How robust is the data?
Most data has a degree of unknown error – it is almost impossible to guarantee that a piece of data is 100% accurate. However, some data is likely to be more robust than others due to the way in which it was collected. Counts and estimates are likely to be very robust. Survey data may be less so due to sample sizes and the subjectivity of the data.
Are the comparisons valid?
Comparisons are very useful in helping put data into perspective, but only if the data is comparable. This may seem obvious, but it is very easy to make a mistake. There are two key things to consider when comparing data:
Has the data been produced to the same definition? For instance, have you included and excluded the same things, does it cover the same period, etc.

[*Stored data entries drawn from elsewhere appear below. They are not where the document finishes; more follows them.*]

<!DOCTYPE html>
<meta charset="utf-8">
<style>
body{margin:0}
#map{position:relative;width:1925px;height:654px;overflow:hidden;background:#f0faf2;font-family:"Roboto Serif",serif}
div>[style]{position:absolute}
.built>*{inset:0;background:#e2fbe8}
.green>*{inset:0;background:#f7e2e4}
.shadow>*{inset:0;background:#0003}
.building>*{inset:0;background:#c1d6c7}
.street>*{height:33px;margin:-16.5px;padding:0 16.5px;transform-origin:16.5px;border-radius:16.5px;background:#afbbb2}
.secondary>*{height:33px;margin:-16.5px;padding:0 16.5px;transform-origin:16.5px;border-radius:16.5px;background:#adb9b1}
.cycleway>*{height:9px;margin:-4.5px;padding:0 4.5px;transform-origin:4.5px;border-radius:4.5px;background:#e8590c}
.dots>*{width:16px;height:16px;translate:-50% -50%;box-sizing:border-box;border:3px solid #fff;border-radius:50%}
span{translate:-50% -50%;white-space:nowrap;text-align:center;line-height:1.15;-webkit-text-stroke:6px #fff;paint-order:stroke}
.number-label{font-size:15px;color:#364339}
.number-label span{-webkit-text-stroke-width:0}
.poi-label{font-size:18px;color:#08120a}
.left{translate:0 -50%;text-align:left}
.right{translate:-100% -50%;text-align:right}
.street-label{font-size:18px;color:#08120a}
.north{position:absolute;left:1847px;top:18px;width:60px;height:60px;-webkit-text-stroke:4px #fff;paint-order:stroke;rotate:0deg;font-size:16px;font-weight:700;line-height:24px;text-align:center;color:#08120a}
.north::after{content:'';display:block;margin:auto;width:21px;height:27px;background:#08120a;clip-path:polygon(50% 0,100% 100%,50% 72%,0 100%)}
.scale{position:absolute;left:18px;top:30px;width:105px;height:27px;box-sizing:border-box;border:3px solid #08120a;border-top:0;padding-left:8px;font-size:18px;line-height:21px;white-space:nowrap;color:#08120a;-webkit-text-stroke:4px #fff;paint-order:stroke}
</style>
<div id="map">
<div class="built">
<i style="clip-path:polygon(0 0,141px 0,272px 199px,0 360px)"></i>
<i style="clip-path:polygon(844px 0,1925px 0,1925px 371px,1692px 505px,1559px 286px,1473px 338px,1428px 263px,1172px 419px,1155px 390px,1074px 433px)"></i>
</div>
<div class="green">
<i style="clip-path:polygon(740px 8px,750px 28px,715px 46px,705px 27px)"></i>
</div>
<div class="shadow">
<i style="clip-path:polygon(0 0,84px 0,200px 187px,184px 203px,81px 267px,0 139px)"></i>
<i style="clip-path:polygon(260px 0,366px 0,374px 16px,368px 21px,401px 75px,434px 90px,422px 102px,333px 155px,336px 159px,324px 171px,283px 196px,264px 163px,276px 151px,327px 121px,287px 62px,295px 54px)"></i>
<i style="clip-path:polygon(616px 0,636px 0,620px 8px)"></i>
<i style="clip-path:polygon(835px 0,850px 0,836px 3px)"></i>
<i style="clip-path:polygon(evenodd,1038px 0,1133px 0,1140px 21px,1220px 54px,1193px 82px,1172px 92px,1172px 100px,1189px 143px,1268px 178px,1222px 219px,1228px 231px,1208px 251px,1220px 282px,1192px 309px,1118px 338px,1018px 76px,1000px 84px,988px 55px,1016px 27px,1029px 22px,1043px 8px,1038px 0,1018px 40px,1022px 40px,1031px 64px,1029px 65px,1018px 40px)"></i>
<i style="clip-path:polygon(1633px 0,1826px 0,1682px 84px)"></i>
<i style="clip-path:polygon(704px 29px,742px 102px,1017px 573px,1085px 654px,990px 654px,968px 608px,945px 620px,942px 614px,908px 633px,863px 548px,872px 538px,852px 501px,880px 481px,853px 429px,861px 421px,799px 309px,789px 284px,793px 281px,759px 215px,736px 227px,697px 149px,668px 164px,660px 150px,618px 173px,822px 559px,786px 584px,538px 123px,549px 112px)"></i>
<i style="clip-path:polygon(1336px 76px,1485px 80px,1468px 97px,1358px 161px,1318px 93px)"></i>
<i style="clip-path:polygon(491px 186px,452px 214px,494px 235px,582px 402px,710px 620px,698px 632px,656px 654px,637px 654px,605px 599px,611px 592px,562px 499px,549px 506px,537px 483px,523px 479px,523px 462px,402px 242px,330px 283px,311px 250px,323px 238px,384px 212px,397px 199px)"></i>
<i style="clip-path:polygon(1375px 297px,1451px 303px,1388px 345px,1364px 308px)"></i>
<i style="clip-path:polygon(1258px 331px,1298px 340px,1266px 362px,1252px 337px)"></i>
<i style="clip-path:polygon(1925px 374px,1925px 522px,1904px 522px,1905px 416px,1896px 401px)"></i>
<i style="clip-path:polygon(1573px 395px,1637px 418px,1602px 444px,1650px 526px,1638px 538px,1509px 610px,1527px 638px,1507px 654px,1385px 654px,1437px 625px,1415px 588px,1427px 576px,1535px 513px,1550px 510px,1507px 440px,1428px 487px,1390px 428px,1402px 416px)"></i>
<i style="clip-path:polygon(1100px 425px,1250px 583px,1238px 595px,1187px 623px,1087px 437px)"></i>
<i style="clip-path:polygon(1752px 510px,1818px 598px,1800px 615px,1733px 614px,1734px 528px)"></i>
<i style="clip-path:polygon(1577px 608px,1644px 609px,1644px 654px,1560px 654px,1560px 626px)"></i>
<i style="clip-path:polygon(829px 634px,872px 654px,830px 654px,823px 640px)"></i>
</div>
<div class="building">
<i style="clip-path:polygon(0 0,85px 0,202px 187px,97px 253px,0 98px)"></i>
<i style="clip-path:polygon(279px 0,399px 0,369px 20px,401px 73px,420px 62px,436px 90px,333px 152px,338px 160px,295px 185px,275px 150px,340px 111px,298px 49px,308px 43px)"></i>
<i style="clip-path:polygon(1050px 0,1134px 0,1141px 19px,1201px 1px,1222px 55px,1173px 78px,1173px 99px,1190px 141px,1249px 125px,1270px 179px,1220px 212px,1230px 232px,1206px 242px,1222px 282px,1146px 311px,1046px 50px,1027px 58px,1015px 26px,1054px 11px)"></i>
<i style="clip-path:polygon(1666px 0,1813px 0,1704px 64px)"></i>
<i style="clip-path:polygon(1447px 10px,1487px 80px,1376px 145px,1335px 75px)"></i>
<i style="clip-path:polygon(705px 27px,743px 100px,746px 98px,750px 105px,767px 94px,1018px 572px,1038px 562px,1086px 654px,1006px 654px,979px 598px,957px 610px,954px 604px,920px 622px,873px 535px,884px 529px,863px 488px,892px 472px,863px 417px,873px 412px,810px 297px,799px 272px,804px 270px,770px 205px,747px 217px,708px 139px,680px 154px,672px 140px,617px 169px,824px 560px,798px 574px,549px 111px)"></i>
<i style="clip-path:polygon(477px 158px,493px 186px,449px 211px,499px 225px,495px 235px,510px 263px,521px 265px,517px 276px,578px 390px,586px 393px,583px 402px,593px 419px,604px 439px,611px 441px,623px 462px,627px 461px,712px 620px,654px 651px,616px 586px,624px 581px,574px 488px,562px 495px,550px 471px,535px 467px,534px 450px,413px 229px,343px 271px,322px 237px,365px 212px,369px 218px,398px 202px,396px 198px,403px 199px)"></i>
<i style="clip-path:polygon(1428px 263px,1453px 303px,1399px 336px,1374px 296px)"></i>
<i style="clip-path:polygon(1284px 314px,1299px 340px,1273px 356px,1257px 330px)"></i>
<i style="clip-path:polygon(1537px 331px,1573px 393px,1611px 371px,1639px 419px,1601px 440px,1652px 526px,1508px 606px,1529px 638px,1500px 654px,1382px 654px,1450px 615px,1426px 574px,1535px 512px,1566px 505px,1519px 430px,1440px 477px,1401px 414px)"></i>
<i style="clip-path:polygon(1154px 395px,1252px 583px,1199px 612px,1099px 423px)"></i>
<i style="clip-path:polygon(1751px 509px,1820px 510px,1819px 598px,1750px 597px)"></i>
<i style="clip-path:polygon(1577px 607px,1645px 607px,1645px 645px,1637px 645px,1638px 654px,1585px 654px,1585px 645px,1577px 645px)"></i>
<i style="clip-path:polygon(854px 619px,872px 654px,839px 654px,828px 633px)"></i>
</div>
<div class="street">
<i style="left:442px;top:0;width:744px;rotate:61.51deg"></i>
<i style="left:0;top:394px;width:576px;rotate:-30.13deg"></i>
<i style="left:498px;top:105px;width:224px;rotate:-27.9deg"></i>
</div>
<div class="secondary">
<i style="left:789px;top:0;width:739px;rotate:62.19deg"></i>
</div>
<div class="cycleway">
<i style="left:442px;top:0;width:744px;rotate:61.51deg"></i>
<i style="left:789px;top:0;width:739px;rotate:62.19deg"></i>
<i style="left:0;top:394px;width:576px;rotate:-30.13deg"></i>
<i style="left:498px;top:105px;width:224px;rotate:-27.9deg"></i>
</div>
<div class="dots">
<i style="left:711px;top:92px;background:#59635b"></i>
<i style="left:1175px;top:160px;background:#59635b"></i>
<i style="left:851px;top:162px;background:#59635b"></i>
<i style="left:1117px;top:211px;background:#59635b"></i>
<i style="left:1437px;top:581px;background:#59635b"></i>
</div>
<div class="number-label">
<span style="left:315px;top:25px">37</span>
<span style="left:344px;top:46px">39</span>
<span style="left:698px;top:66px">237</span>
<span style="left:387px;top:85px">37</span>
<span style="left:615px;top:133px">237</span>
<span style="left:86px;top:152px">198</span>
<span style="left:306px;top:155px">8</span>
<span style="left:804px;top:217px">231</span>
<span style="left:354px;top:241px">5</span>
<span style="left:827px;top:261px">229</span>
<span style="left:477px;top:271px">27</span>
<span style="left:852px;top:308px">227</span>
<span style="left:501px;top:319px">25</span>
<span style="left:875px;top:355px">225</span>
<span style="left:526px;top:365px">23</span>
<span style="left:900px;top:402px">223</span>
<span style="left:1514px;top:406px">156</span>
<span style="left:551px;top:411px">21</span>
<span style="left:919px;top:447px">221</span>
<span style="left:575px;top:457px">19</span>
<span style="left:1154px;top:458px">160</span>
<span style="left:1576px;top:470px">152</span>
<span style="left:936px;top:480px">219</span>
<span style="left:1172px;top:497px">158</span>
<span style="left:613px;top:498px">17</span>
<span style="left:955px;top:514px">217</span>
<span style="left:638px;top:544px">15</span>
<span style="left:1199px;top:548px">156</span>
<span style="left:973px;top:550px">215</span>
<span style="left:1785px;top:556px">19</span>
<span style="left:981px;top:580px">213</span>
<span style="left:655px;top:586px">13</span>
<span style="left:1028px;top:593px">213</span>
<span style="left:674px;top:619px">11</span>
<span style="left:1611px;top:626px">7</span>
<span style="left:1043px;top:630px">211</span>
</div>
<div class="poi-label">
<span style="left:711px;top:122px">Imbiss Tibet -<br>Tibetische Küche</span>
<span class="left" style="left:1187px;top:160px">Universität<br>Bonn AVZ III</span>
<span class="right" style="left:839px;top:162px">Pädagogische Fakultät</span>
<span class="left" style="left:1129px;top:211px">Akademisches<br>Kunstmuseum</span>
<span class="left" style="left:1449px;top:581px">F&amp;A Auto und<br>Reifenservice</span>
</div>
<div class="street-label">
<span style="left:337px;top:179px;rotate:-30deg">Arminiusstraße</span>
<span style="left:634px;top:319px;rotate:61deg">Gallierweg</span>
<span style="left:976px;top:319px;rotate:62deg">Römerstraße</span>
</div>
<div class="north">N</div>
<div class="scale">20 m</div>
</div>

Has the data been standardised to take account of other factors that might influence differences in the data? For instance, if you were comparing staff age profiles across organisations you would expect a bigger organisation to have more staff in each age bracket. Comparing whole numbers wouldn’t therefore tell you anything you didn’t already know. If, however, you compared the percentage of staff within each age bracket (thus removing the impact of the size of the organisation) you’d quickly see how your age profiles compared.
So, if you answer ‘no’ to either of these questions, chances are the comparisons aren’t valid.
Are the graphics clear?
In addition to the above considerations, when looking at data in charts or graphs there are a couple more things you should look out for:
- Always check the axis – if the data doesn’t start from zero your perspective may be distorted;
- Beware of 3D charts – they do not give an accurate representation of the data;
A graphic should have one clear message. If you can’t find it quickly don’t waste your time and find another way to look the data.
Do you have the complete picture?
So often, particularly in the media, you are presented with one, lone figure on which to form an opinion.
In no other aspect of our lives would we expect this to happen. For instance, we wouldn’t expect a doctor to make a diagnosis based on our blood pressure reading alone.
And so it follows that the data you are using should provide you with a balanced picture – it should allow you to answer both ‘what?’ and ‘why?’.
Are there any other factors that need to be taken into consideration?
It’s important to make sure you have all the information to help you understand the data. For instance, is the data rounded? Has some of the data been ‘hidden’ in order to protect individuals? Is there any national (or local) legislation that has a direct bearing on the data and its use?
Most organisations publish metadata alongside their data. Metadata is “data about data” and is designed to provide you with all the necessary information about the data that you are looking at, including any ‘special instructions’.
So, to summarise, in order to use data effectively you need to understand what you are looking at. If in doubt, ask!